Extracted records.
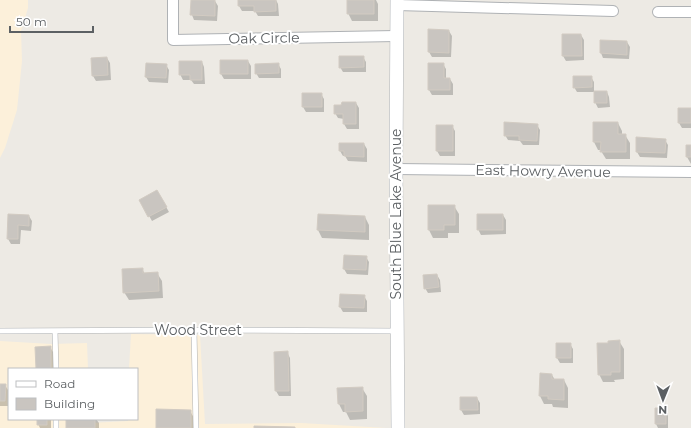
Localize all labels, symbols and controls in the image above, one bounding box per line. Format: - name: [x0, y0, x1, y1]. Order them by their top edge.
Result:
- scale bar: [10, 8, 93, 34]
- text: 50 m: [16, 14, 47, 29]
- street label: Oak Circle: [228, 28, 300, 48]
- street label: South Blue Lake Avenue: [387, 128, 405, 300]
- street label: East Howry Avenue: [475, 161, 611, 181]
- street label: Wood Street: [154, 321, 242, 339]
- legend: [8, 368, 138, 420]
- text: Road: [44, 376, 75, 391]
- north arrow: [643, 380, 683, 420]
- text: Building: [44, 396, 95, 411]
- text: N: [658, 403, 667, 417]

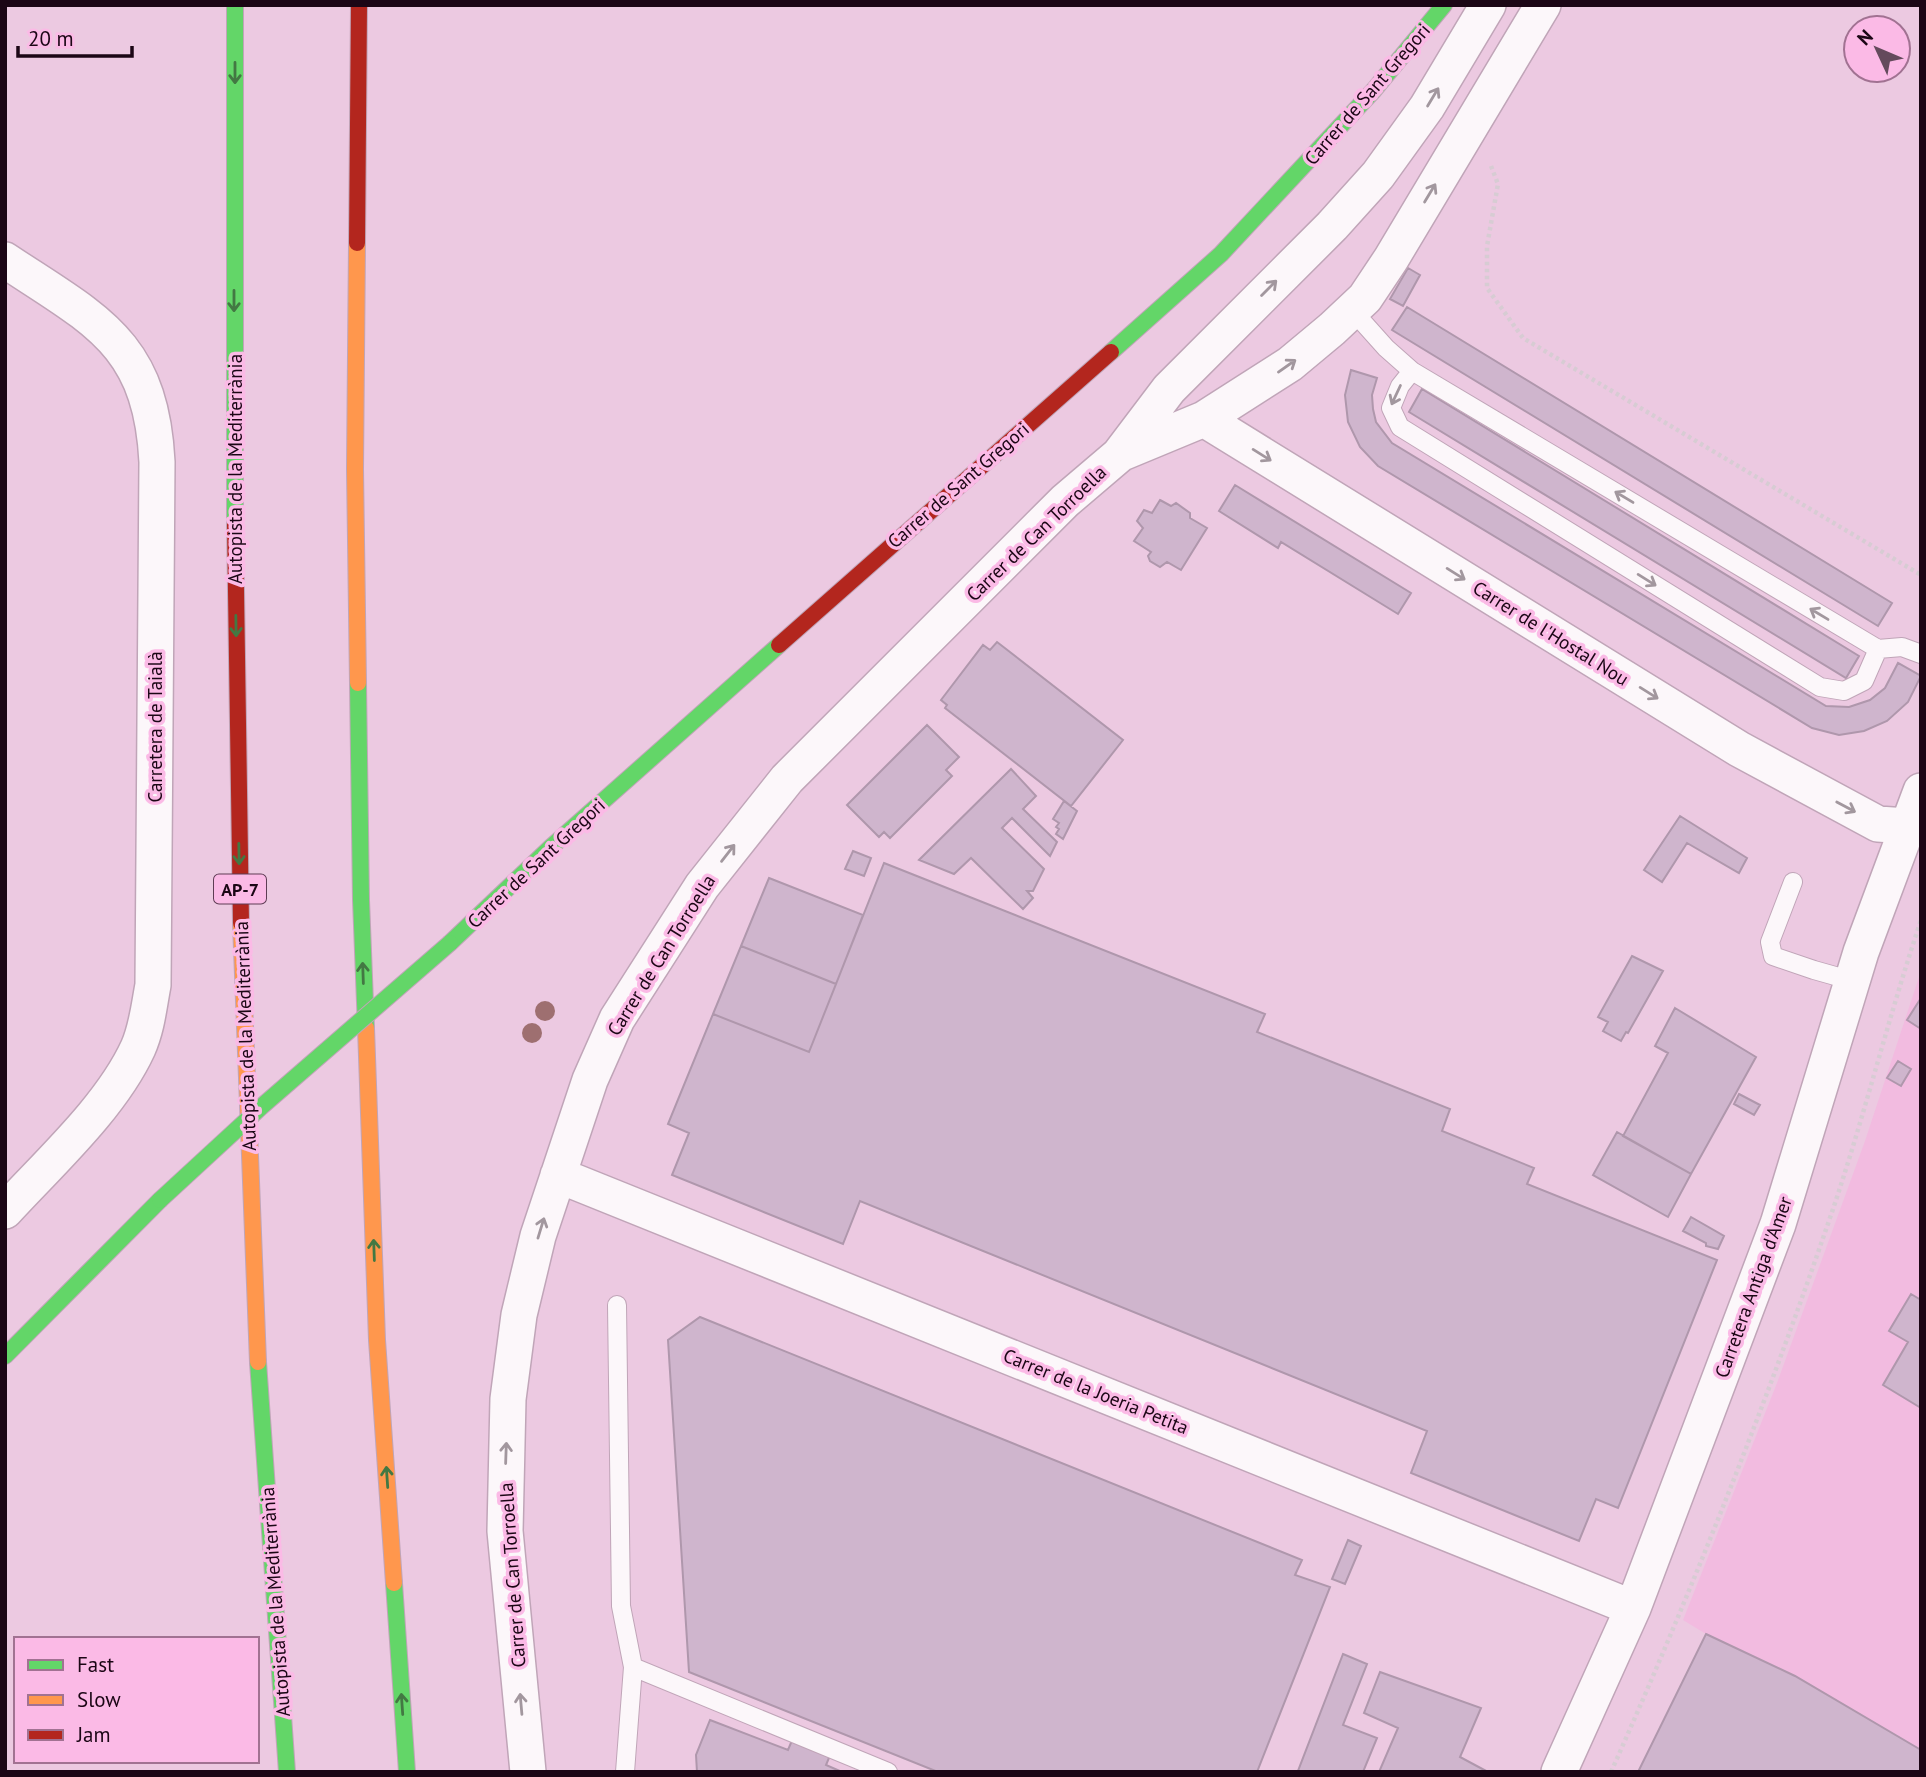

Assignment. Only the text of the listing above is wanted, transcribed exactly, without its images.

Response to this exercise.
Localize all labels, symbols and controls in the image above, one bounding box per line. Format: - name: [x0, y0, x1, y1]. Order them by their top edge.
Result:
- scale bar: [10, 8, 93, 34]
- text: 50 m: [16, 14, 47, 29]
- street label: Oak Circle: [228, 28, 300, 48]
- street label: South Blue Lake Avenue: [387, 128, 405, 300]
- street label: East Howry Avenue: [475, 161, 611, 181]
- street label: Wood Street: [154, 321, 242, 339]
- legend: [8, 368, 138, 420]
- text: Road: [44, 376, 75, 391]
- north arrow: [643, 380, 683, 420]
- text: Building: [44, 396, 95, 411]
- text: N: [658, 403, 667, 417]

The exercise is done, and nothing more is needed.